Ne faudrait-il pas au contraire se réconcilier avec l’humus en acceptant que notre existence et notre société soient périssables, corruptibles, recyclables ? Dans un monde sans dieu, l’humus donne un sens à la mort, indissociablement liée à la vie et à ses évolutions. Jean-Paul Sartre avait décrit le sentiment de l’absurde à travers la contemplation d’une racine de marronnier, « noueuse, inerte, sans nom ». Refusant explicitement d’envisager la fonction biologique de la racine, celle d’une pompe aspirante, le fondateur de l’existentialisme arrêtait son regard « à cette peau dure et compacte de phoque, à cet aspect huileux, calleux, entêté ». En effet. Il y a de quoi désespérer. Mais si l’on prend en compte le rôle de la racine dans la nutrition du marronnier, si l’on comprend son intermédiation entre la terre et l’air, si l’on suit le flux de matière dont elle est un vecteur essentiel, le monde n’émerge-t-il pas dans sa rassurante vitalité ? L’humus n’est-il pas le meilleur remède à l’absurde ? Pour envisager sereinement notre disparition comme être organisé, il faut d’urgence légaliser l’humusation, cette technique de compostage du corps humain qui, en rompant avec le principe de la sépulture, nous connecte directement à la vie qui se poursuit.

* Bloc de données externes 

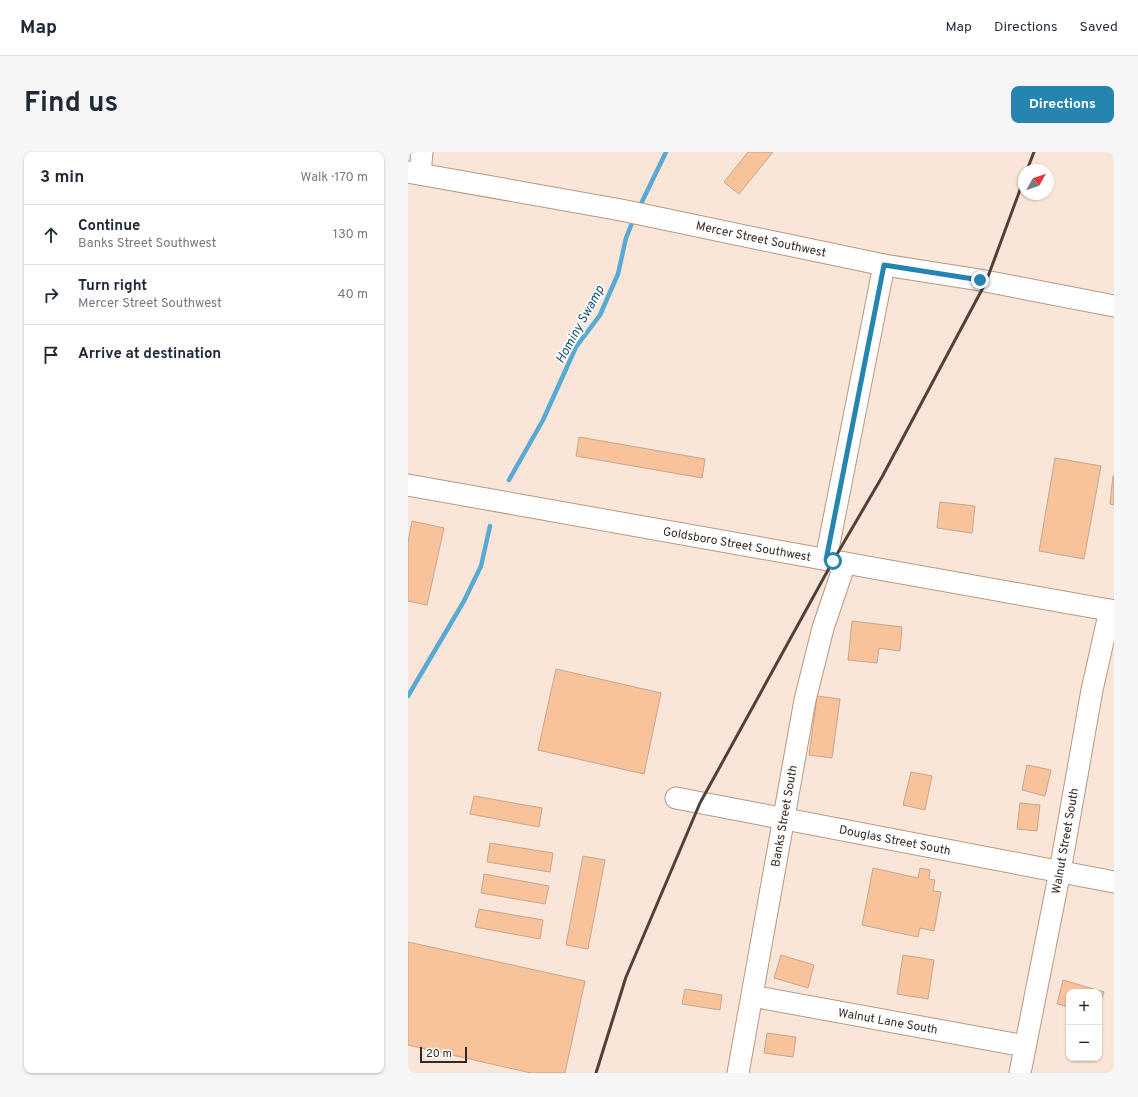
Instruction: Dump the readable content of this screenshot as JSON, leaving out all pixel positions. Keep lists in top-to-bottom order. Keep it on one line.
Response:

Après le Dust Bowl des années 1930, cette gigantesque tempête de poussière provoquée par un labourage trop intensif, le président américain F.D. Roosevelt déclara : « A nation that destroys its soils destroys itself. » « Une nation qui détruit ses sols se détruit elle-même. » Notre société meurt de ne pas vouloir disparaître. Notre renaissance écologique ne pourra s’accomplir qu’à une condition : accepter notre devenir-humus commun.